Tuesday, February 12, 2013

It is King Cake Time!

Today is Mardi Gras. To celebrate the occasion, I made a king cake (click on the link for the recipe). It was my first try and it turned out great! It tastes good and looks colorful. I will make it again. I have to be honest with you, I have never had a piece, but I have been told that it taste like the real one. Thanks to Jo for this great recipe. Nevertheless, we will have to make a trip to New Orleans to have a piece...

My First King Cake

Ready to rise for over 2 hours

  • What Do I think about the overall  recipe?

Preparing the Dough and Filling:
- The instructions were overall clear.
- I only used 2 and half cups of flour for the dough itself and a little more kneading. I only made half of the recipe which should be 5 cups instead of 5 and half for the original recipe.
- I kneaded the dough for 8 minutes. After 5 minutes, I noticed that the dough was nice and soft. I kept kneading without adding extra flour because of the texture. I let the dough rise for 2 and half hours to double. Click here for tips about rising bread. I did not follow the instruction at all because I am like the result I get rising my dough in general.
- I only made half of what the recipe asked for and served at least 12 people.

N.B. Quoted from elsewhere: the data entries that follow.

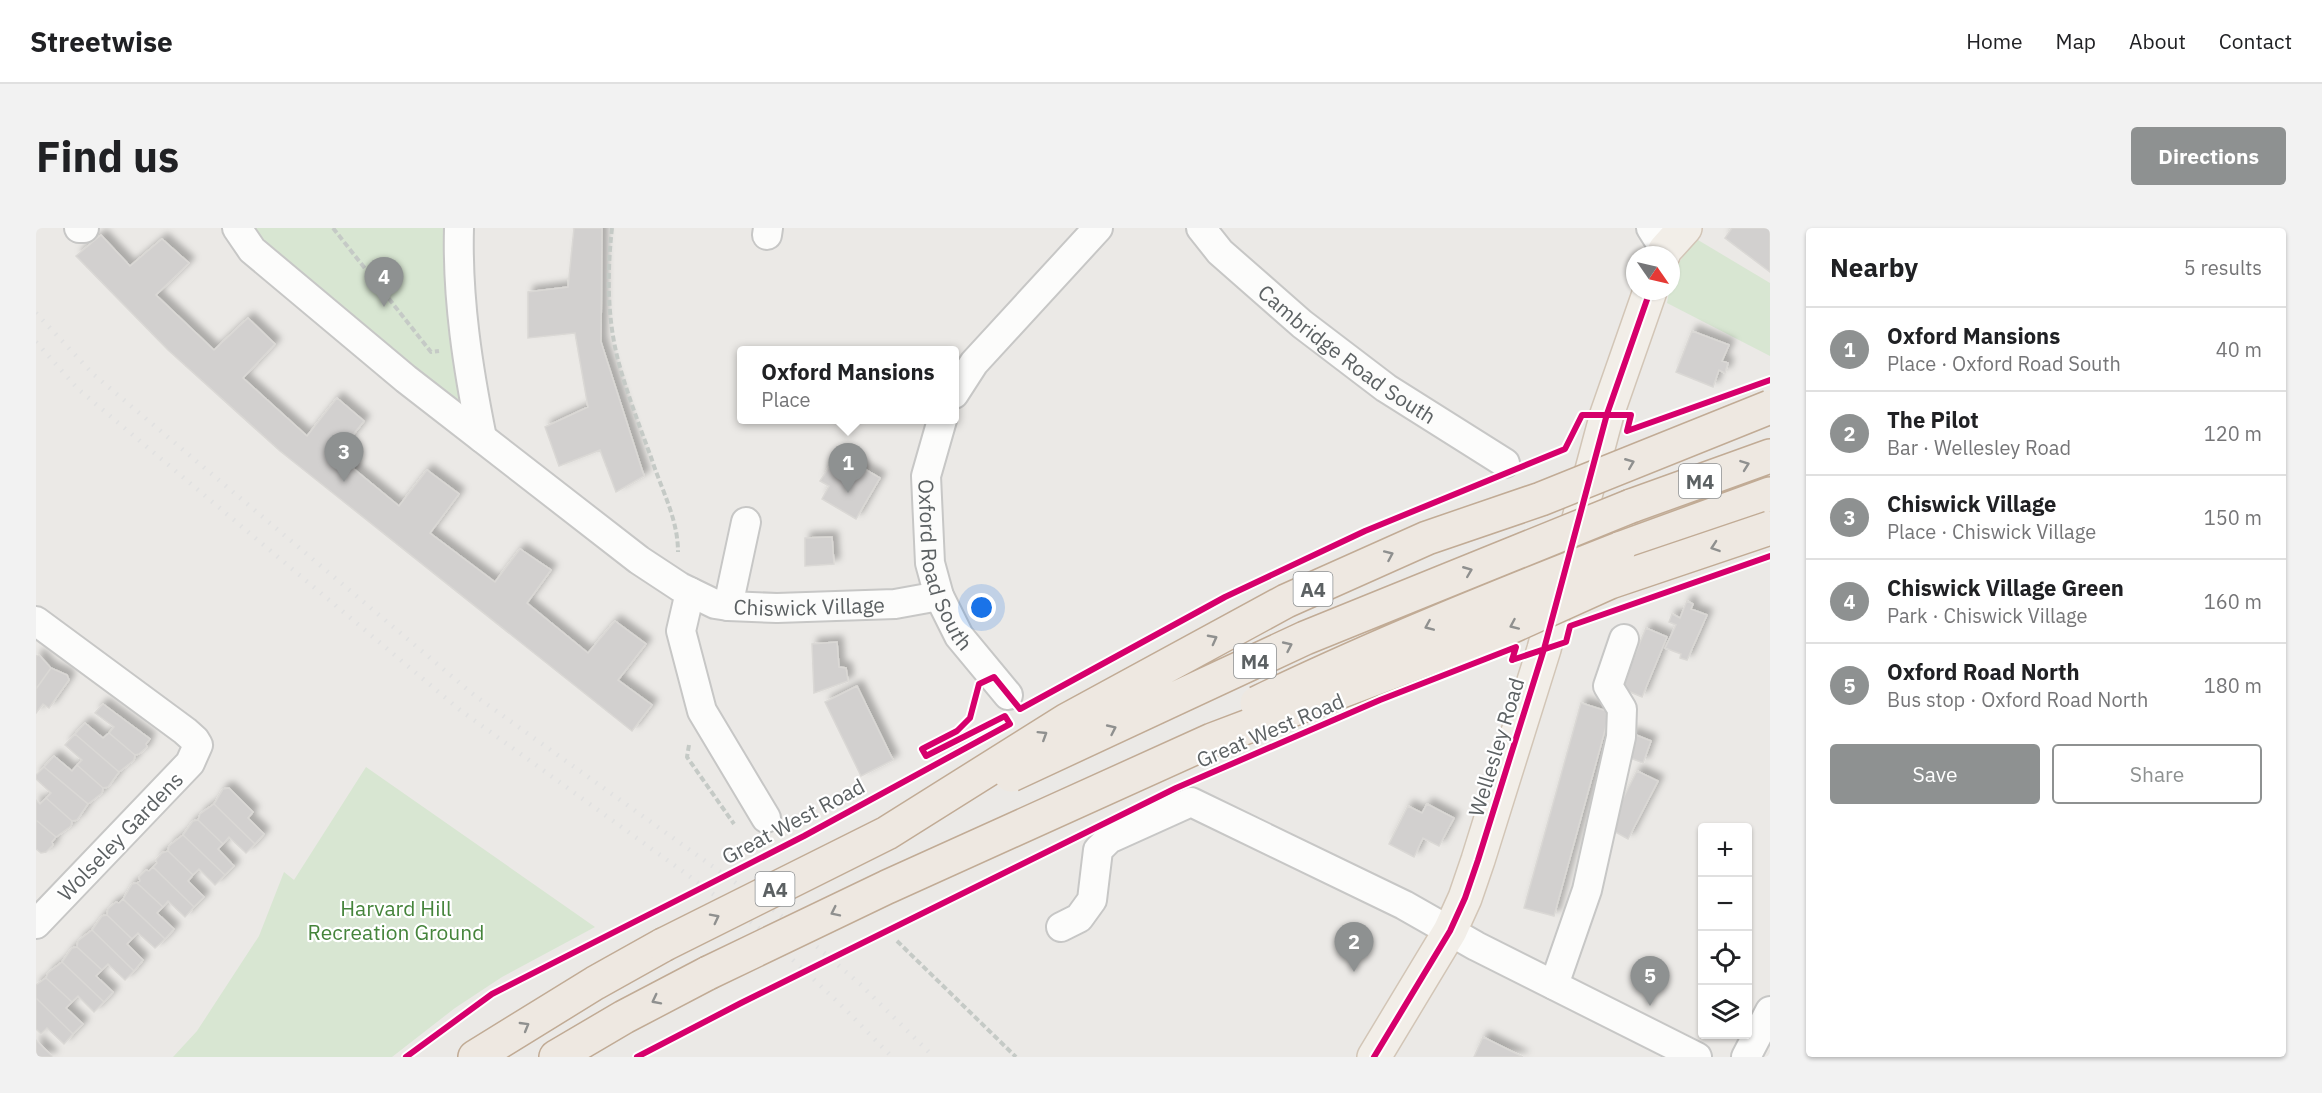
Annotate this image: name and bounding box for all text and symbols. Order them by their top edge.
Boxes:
text: Streetwise [30,23,173,60]
text: Home [1966,27,2023,55]
text: Map [2056,27,2096,55]
text: About [2129,27,2186,55]
text: Contact [2219,27,2292,55]
button: Directions [2131,127,2286,185]
text: Find us [36,129,179,184]
north arrow [1626,246,1680,300]
text: Nearby [1830,250,1918,284]
text: 5 results [2184,254,2262,281]
pin: 4 [364,257,404,307]
street label: Cambridge Road South [1252,278,1441,430]
text: Oxford Mansions [1887,321,2060,350]
text: 1 [1844,336,1856,363]
text: 40 m [2216,336,2262,363]
popup [737,346,959,424]
text: Place · Oxford Road South [1887,350,2121,377]
text: Oxford Mansions [761,357,935,386]
text: Place [761,386,811,413]
text: The Pilot [1887,405,1979,434]
text: 2 [1844,420,1856,447]
text: 120 m [2204,420,2262,447]
pin: 3 [324,432,364,482]
text: Bar · Wellesley Road [1887,434,2071,461]
pin: 1 [828,444,868,493]
one-way arrow [1624,458,1635,470]
one-way arrow [1739,459,1750,472]
road number: M4 [1679,464,1721,498]
street label: Oxford Road South [912,478,979,656]
text: Chiswick Village [1887,489,2056,518]
text: 3 [1844,504,1856,531]
text: 150 m [2204,504,2262,531]
text: Place · Chiswick Village [1887,518,2096,545]
one-way arrow [1710,539,1721,552]
one-way arrow [1383,550,1394,562]
one-way arrow [1462,566,1473,578]
road number: A4 [1294,572,1332,606]
text: Chiswick Village Green [1887,573,2124,602]
text: 4 [1844,588,1856,615]
text: 160 m [2204,588,2262,615]
street label: Chiswick Village [733,590,885,622]
your location [967,593,996,622]
text: Park · Chiswick Village [1887,602,2088,629]
one-way arrow [1509,618,1520,630]
one-way arrow [1424,619,1435,631]
one-way arrow [1207,635,1218,646]
one-way arrow [1282,641,1293,653]
road number: M4 [1234,644,1276,678]
text: Oxford Road North [1887,657,2080,686]
text: 5 [1844,672,1856,699]
text: 180 m [2204,672,2262,699]
street label: Wellesley Road [1462,674,1530,820]
street label: Great West Road [1192,686,1348,774]
text: Bus stop · Oxford Road North [1887,686,2148,713]
one-way arrow [1105,724,1116,736]
one-way arrow [1037,731,1048,742]
button: Save [1830,744,2040,804]
button: Share [2052,744,2262,804]
street label: Wolseley Gardens [51,765,189,907]
street label: Great West Road [717,772,869,870]
map controls [1698,823,1752,1039]
button: + [1698,823,1752,877]
road number: A4 [756,872,794,906]
button: − [1698,877,1752,931]
park label: Harvard Hill Recreation Ground [308,894,484,946]
one-way arrow [830,905,841,917]
one-way arrow [709,914,720,926]
pin: 2 [1334,922,1374,972]
button: locate [1698,931,1752,985]
pin: 5 [1630,956,1670,1006]
button: layers [1698,985,1752,1039]
one-way arrow [652,993,663,1004]
one-way arrow [519,1022,529,1033]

Shaping the Cake and Baking:
-  I laid the dough on wax paper with no additional flour on the paper and rolled it. After spreading the filling evenly on the dough, I rolled it like a sushi and made sure that it was nice and tilleefd.
- I greased a big rectangular cooking pan and placed the rolled dough on it and shaped it as a crown. It is what the cake represents to me. After I made a circle and connected both ends by pinching both dough, I place a tin can (around ....inches wide) in the center of the cake. Be sure the apply some oil, butter or spray around half way through the can before placing it in the center. It would be easier to place it in the center and to remove it after it had rose for another hour before baking.
=> I did not think of taking a picture with the tin can but you have a picture of the cake below after rising. I used the same process as for rising the dough earlier.

Ready to be baked
- The cake baked for 25 minutes but it might need less time. Coming out of the oven, the cake looked dry and not very appealing. I think that I might use some milk or a bitten egg and brush it on the cake before baking to give it a nice golden and shiny color.
- I let the cake in the cooking pan because it was going to be my serving dish. However, if you want to serve it in a different pan wait several minutes for the cake to cool down before transferring it on cooling rack or a dish of your choice.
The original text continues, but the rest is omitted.